A: https://emergencylaw.wordpress.com/?s=consent
A: https://emergencylaw.wordpress.com/?s=necessity
Thank you
I’d be very unhappy if an ambulance crew started CPR on a family member even though I had a detailed conversation with that family member about refusing CPR.
Dying unexpectedly is something the lay person doesn’t make formal arrangements for. Advanced Care Plans seem to be usually filled out if death is on the horizon.
I know that bystanders aren’t always be reliable but I thought that’s why paramedics could use their discretion.

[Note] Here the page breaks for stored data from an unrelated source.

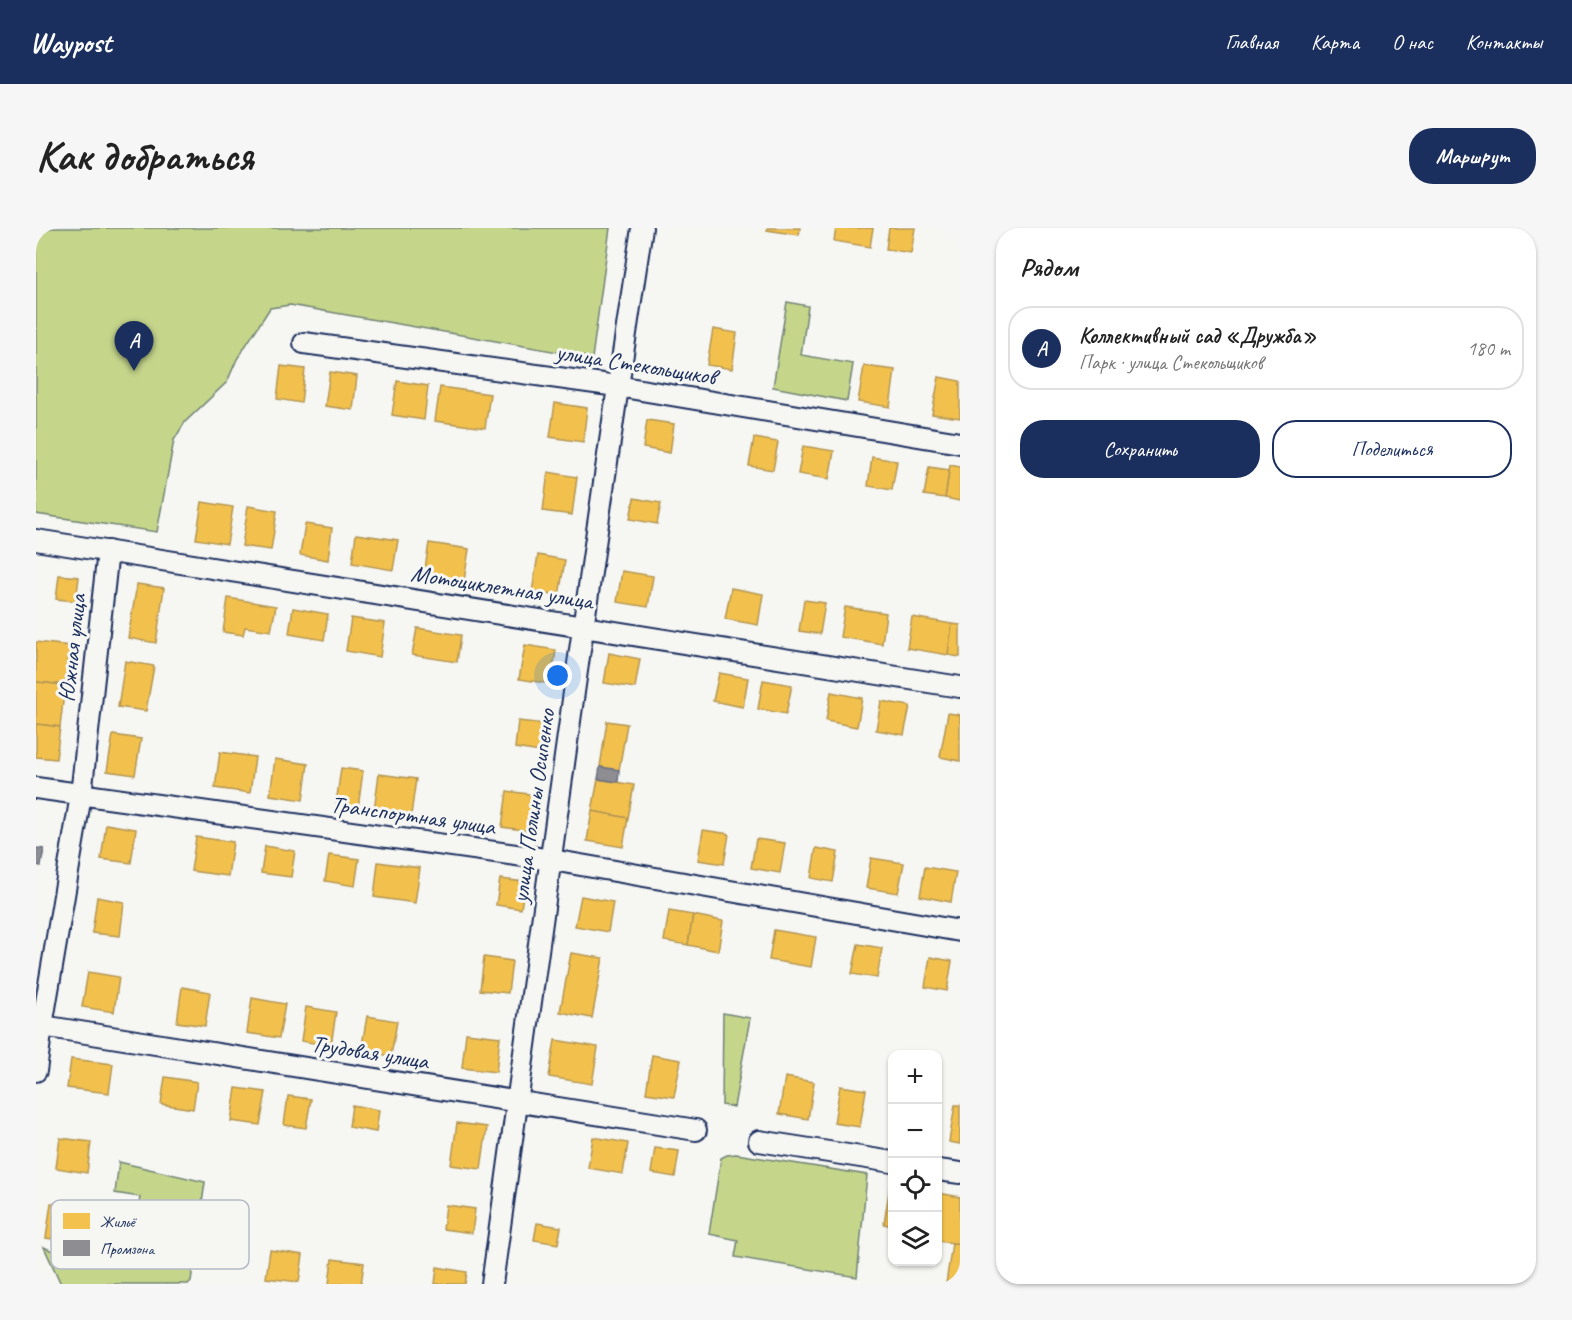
<!DOCTYPE html>
<html lang="ru">
<meta charset="utf-8">
<style>
:root{--surface:#fff;--page:#f6f6f6;--text:#222;--muted:#767676;--line:#e0e0e0;--accent:#1b2f5e}
body{margin:0;font-family:Caveat,sans-serif;background:var(--page);color:var(--text)}
.controls{position:absolute;right:18px;bottom:18px;display:grid;overflow:hidden;border-radius:12px;box-shadow:0 2px 4px #0004}
.controls button{width:54px;height:54px;display:grid;place-items:center;padding:0;border:0;border-bottom:2px solid var(--line);background:var(--surface);color:var(--text);font:30px sans-serif}
.you{position:absolute;left:522px;top:448px;width:21px;height:21px;margin:-15px;border:4px solid #fff;border-radius:50%;background:#1a73e8;box-shadow:0 0 0 9px #1a73e833}
.badge{display:grid;place-items:center;width:39px;height:39px;border-radius:50%;background:var(--accent);color:#fff;font-size:20px;font-weight:700}
.pin{position:absolute;translate:-50% -50px;filter:drop-shadow(0 2px 3px #0008)}
.pin::after{content:'';position:absolute;top:32px;width:21px;height:18px;background:inherit;clip-path:polygon(0 0,100% 0,50% 100%)}
.list{margin:0;padding:0;list-style:none}
h2{display:flex;justify-content:space-between;align-items:center;height:78px;margin:0;padding:0 24px;font-size:26px}
h2 small{font-size:20px;font-weight:400;color:var(--muted)}
.list li{display:grid;grid-template-columns:39px 1fr auto;gap:18px;align-items:center;box-sizing:border-box;height:84px;margin:0 12px 12px;padding:0 12px;border:2px solid var(--line);border-radius:24px}
.list b{display:block;font-size:22px;white-space:nowrap}
.list p{margin:0;font-size:20px;white-space:nowrap;color:var(--muted)}
.list em{font-size:20px;font-style:normal;color:var(--muted)}
.actions{display:flex;gap:12px;padding:18px 24px}
.actions a{flex:1;padding:14px 0;border:2px solid var(--accent);border-radius:24px;text-align:center;font-size:21px;color:var(--accent)}
.actions .main{background:var(--accent);color:#fff}
.icon{flex:none;width:33px;height:33px;fill:none;stroke:currentColor;stroke-width:2;stroke-linecap:round;stroke-linejoin:round}
.map{position:relative;flex:none;width:924px;height:1056px;overflow:hidden;border-radius:24px}
header{display:flex;align-items:center;gap:36px;box-sizing:border-box;height:84px;padding:0 30px;background:var(--accent);color:#fff}
header strong{font-size:28px}
nav{display:flex;gap:33px;margin-inline-start:auto;font-size:21px}
.intro{display:flex;align-items:center;justify-content:space-between;box-sizing:border-box;height:144px;padding:0 36px}
h1{margin:0;font-size:42px}
.button{padding:15px 27px;border-radius:24px;background:var(--accent);color:#fff;font-size:21px;font-weight:700}
main{display:flex;gap:36px;padding:0 36px}
aside{flex:1;background:var(--surface);border-radius:24px;box-shadow:0 2px 4px #0004}
.map>svg:first-child{display:block}
.green{fill:#c5d68b;stroke:#708274;stroke-width:1.5}
.homes{fill:#f2c14e;stroke:#b29553;stroke-width:1.5}
.industry{fill:#8d8d92;stroke:#6b7182;stroke-width:1.5}
.lines{fill:none;stroke-linecap:round;stroke-linejoin:round}
.minor-casing{stroke:#1b2f5e;stroke-width:24}
.minor{stroke:#f6f6f2;stroke-width:20}
.labels{text-anchor:middle;dominant-baseline:central;stroke-width:6;stroke-linejoin:round;paint-order:stroke}
.street-label{font-size:24px;fill:#1b2f5e;stroke:#f6f6f2}
.key{fill:#f6f6f2;stroke:#b4bac6;stroke-width:1.5}
.key-label{font-size:16px;fill:#1b2f5e}
</style>
<header>
<strong>Waypost</strong>
<nav><a>Главная</a><a>Карта</a><a>О нас</a><a>Контакты</a></nav>
</header>
<div class="intro"><h1>Как добраться</h1><a class="button">Маршрут</a></div>
<main>
<div class="map">
<svg width="924" height="1056" viewBox="0 0 924 1056">
<rect width="100%" height="100%" fill="#f6f6f2"/>
<filter id="ink" filterUnits="userSpaceOnUse"><feTurbulence type="fractalNoise" baseFrequency=".0167" numOctaves="2"/><feDisplacementMap in="SourceGraphic" scale="12" xChannelSelector="R" yChannelSelector="G"/><feConvolveMatrix kernelMatrix="1 2 1 2 8 2 1 2 1" color-interpolation-filters="sRGB"/></filter>
<g filter="url(#ink)">
<g class="green">
<polygon points="0,0 574,0 556,130 254,77 234,80 201,131 191,154 149,194 138,212 121,304 0,286"/>
<polygon points="751,74 772,78 765,127 817,136 811,173 737,159"/>
<polygon points="687,785 714,790 698,879 686,877"/>
<polygon points="700,926 831,947 821,1049 699,1029 702,1012 673,1006 685,930 691,927"/>
<polygon points="83,934 169,954 155,1053 152,1056 25,1056 8,1019 23,1026 43,1025 54,1026 67,1031 94,1035 104,969 79,965"/>
</g>
<g class="homes">
<polygon points="731,0 764,0 763,7 731,2"/>
<polygon points="800,0 837,0 834,19 798,13"/>
<polygon points="853,0 879,0 875,25 850,21"/>
<polygon points="677,101 701,105 696,141 671,137"/>
<polygon points="245,138 269,141 265,175 241,171"/>
<polygon points="828,138 859,142 854,179 822,174"/>
<polygon points="294,144 321,148 317,182 289,178"/>
<polygon points="903,149 924,153 924,190 896,186"/>
<polygon points="361,153 392,158 388,192 356,187"/>
<polygon points="404,159 454,166 449,200 399,193"/>
<polygon points="519,175 551,180 547,214 514,209"/>
<polygon points="611,192 638,196 634,225 607,220"/>
<polygon points="718,210 742,214 737,242 713,238"/>
<polygon points="767,218 798,223 793,251 762,246"/>
<polygon points="836,229 861,233 856,262 832,258"/>
<polygon points="914,237 924,239 924,273 909,270"/>
<polygon points="893,239 913,242 909,270 888,267"/>
<polygon points="512,244 541,249 536,287 507,283"/>
<polygon points="598,270 625,275 621,296 594,291"/>
<polygon points="166,274 197,279 191,316 160,311"/>
<polygon points="212,278 241,283 235,322 206,318"/>
<polygon points="269,296 296,300 292,332 264,327"/>
<polygon points="320,306 362,312 357,342 316,335"/>
<polygon points="393,315 433,321 428,353 388,347"/>
<polygon points="502,327 529,332 523,368 496,364"/>
<polygon points="586,343 617,348 612,379 581,374"/>
<polygon points="23,347 43,349 40,373 20,371"/>
<polygon points="101,356 128,360 120,415 92,410"/>
<polygon points="695,360 727,366 722,397 689,391"/>
<polygon points="192,370 240,378 235,403 209,399 207,407 187,404"/>
<polygon points="768,372 789,375 784,406 763,403"/>
<polygon points="809,379 850,385 846,416 804,409"/>
<polygon points="257,380 292,386 288,412 253,406"/>
<polygon points="876,389 916,396 912,427 871,420"/>
<polygon points="315,390 349,395 344,429 310,423"/>
<polygon points="916,396 924,397 924,429 912,427"/>
<polygon points="381,400 425,407 421,434 376,427"/>
<polygon points="0,414 34,418 29,457 0,454"/>
<polygon points="489,417 520,422 515,456 483,451"/>
<polygon points="573,425 604,431 599,460 568,455"/>
<polygon points="89,433 118,438 110,483 82,479"/>
<polygon points="683,445 712,450 707,479 677,473"/>
<polygon points="727,452 756,457 750,486 722,481"/>
<polygon points="0,454 29,457 24,499 0,496"/>
<polygon points="795,464 826,470 821,499 790,493"/>
<polygon points="845,473 874,478 868,507 840,502"/>
<polygon points="912,485 924,487 924,533 904,529"/>
<polygon points="482,493 508,496 504,524 479,520"/>
<polygon points="571,493 591,496 583,542 564,539"/>
<polygon points="0,496 24,499 20,531 0,529"/>
<polygon points="77,507 105,511 99,547 71,543"/>
<polygon points="184,524 219,529 214,565 179,560"/>
<polygon points="239,531 272,536 267,572 234,567"/>
<polygon points="305,540 327,543 322,580 300,576"/>
<polygon points="343,546 380,551 375,587 338,582"/>
<polygon points="562,551 598,557 592,590 556,583"/>
<polygon points="471,563 499,567 494,603 466,599"/>
<polygon points="556,583 592,590 587,619 551,613"/>
<polygon points="70,596 100,601 95,635 65,631"/>
<polygon points="667,602 693,606 688,636 662,632"/>
<polygon points="160,609 197,614 192,648 155,643"/>
<polygon points="720,611 749,615 744,645 715,640"/>
<polygon points="229,618 259,623 255,649 225,645"/>
<polygon points="780,620 802,624 797,654 775,650"/>
<polygon points="293,627 323,631 319,658 289,653"/>
<polygon points="835,630 868,635 862,665 830,660"/>
<polygon points="342,634 384,640 379,675 338,669"/>
<polygon points="889,639 920,644 915,674 884,668"/>
<polygon points="464,651 489,654 485,681 460,677"/>
<polygon points="545,668 577,674 572,704 539,698"/>
<polygon points="61,669 88,674 84,708 56,705"/>
<polygon points="633,683 657,687 652,717 628,713"/>
<polygon points="657,687 687,693 682,723 652,717"/>
<polygon points="738,702 780,709 775,739 733,732"/>
<polygon points="822,716 846,720 841,750 816,746"/>
<polygon points="535,725 567,730 556,790 524,784"/>
<polygon points="448,729 476,733 472,765 444,762"/>
<polygon points="894,729 916,733 911,763 889,759"/>
<polygon points="52,744 83,749 78,784 46,779"/>
<polygon points="146,759 174,764 169,798 141,794"/>
<polygon points="216,770 249,776 243,810 211,805"/>
<polygon points="270,779 300,784 295,818 265,813"/>
<polygon points="331,788 361,793 355,828 325,823"/>
<polygon points="430,805 464,809 460,844 426,840"/>
<polygon points="519,812 562,819 556,856 513,849"/>
<polygon points="616,827 645,832 638,869 610,865"/>
<polygon points="35,831 77,836 73,865 31,860"/>
<polygon points="129,849 161,854 157,881 125,876"/>
<polygon points="749,849 778,854 772,891 743,886"/>
<polygon points="804,858 830,862 824,899 798,895"/>
<polygon points="200,860 230,864 224,897 195,893"/>
<polygon points="252,868 275,871 270,900 248,897"/>
<polygon points="316,877 343,882 340,904 313,899"/>
<polygon points="919,877 924,877 924,916 913,914"/>
<polygon points="421,895 451,899 445,941 415,937"/>
<polygon points="557,909 592,915 587,946 552,940"/>
<polygon points="24,910 55,914 51,945 20,940"/>
<polygon points="619,920 643,923 639,949 615,945"/>
<polygon points="854,958 856,958 856,998 848,996"/>
<polygon points="902,965 924,969 924,1016 902,1013"/>
<polygon points="15,975 44,979 39,1014 10,1010"/>
<polygon points="410,977 439,981 436,1005 407,1001"/>
<polygon points="501,995 525,999 522,1016 498,1012"/>
<polygon points="916,1015 924,1016 924,1056 910,1056"/>
<polygon points="234,1022 267,1027 263,1054 230,1050"/>
<polygon points="296,1031 328,1035 325,1056 293,1056"/>
<polygon points="401,1039 431,1044 429,1056 399,1056"/>
</g>
<g class="industry">
<polygon points="564,539 583,542 582,554 562,551"/>
<polygon points="0,620 8,621 5,638 0,637"/>
</g>
<g class="lines">
<g class="minor-casing">
<g id="minor">
<polyline points="268,115 581,158 924,215"/>
<polyline points="0,312 924,459"/>
<polyline points="0,560 516,632 924,703"/>
<polyline points="0,797 660,902"/>
<polyline points="0,843 6,798 45,567 72,323"/>
<polyline points="723,913 856,934"/>
<polyline points="902,942 924,945"/>
<path d="M456 1056C505 704 552 351 606 0"/>
</g>
</g>
<use href="#minor" class="minor"/>
</g>
</g>
<g class="labels">
<g class="street-label">
<text transform="translate(600 136) rotate(9)">улица Стекольщиков</text>
<text transform="translate(466 359) rotate(9)">Мотоциклетная улица</text>
<text transform="translate(36 420) rotate(-84)">Южная улица</text>
<text transform="translate(497 578) rotate(-82)">улица Полины Осипенко</text>
<text transform="translate(377 587) rotate(8)">Транспортная улица</text>
<text transform="translate(334 824) rotate(9)">Трудовая улица</text>
</g>
</g>
<rect x="15" y="972" width="198" height="69" rx="9" class="key"/>
<rect x="27" y="985" width="27" height="16" fill="#f2c14e"/>
<rect x="27" y="1012" width="27" height="16" fill="#8d8d92"/>
<g class="key-label">
<text x="64" y="999">Жильё</text>
<text x="64" y="1026">Промзона</text>
</g>
</svg>
<div class="controls">
<button>+</button>
<button>−</button>
<button><svg class="icon" aria-label="locate" viewBox="0 0 24 24"><circle cx="12" cy="12" r="6"/><path d="M12 2v4M12 18v4M2 12h4M18 12h4"/></svg></button>
<button><svg class="icon" aria-label="layers" viewBox="0 0 24 24"><path d="M12 4l9 5-9 5-9-5zM3 14l9 5 9-5"/></svg></button>
</div>
<div class="you"></div>
<div class="pin badge" style="left:98px;top:143px">A</div>
</div>
<aside>
<h2>Рядом<small></small></h2>
<ul class="list">
<li><span class="badge">A</span><div><b>Коллективный сад «Дружба»</b><p>Парк · улица Стекольщиков</p></div><em>180 m</em></li>
</ul>
<div class="actions"><a class="main">Сохранить</a><a>Поделиться</a></div>
</aside>
</main>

If the other family member disagreed with the refusal of CPR then this obviously is a red flag and CPR would commence
Clearly paramedics have discretion but its guided by clinical practice guidelines and it doesn’t mean it will be exercised in the way you want it to be exercised- it’s their discretion not yours. First context is everything (see https://emergencylaw.wordpress.com/2019/10/14/making-decisions-for-others-in-wa/). And in the question posited there was family conflict so you agree with that outcome. But you also have the problem of someone saying ‘I had a detailed conversation’ but is that true? What were the details? When it was post father’s death is the conversation ‘I wouldn’t want to go through that?’ or more detailed etc. It’s true advanced care plans are usually when someone has a terminal diagnosis but they don’t need to be. On the other hand the response on this site to most suggestions that prior wishes should be honoured is that people don’t want to do that for fear that there may be an error. The issue is indeed complex, and what a professional health care practitioner should be aiming to do is honour a patient’s choices, but I suggest in the scenario posited you could have no confidence that the person has expressed a choice. A conversation over the dinner table may not be sufficient. Having said that if and when the person’s in hospital and decisions have to be made about continuing efforts or not then questions will be asked of the family and they will be asked to consider those conversations and think about what their mother would have wanted, but that’s a different scenario than that faced by paramedics on the side of the road where literally seconds count.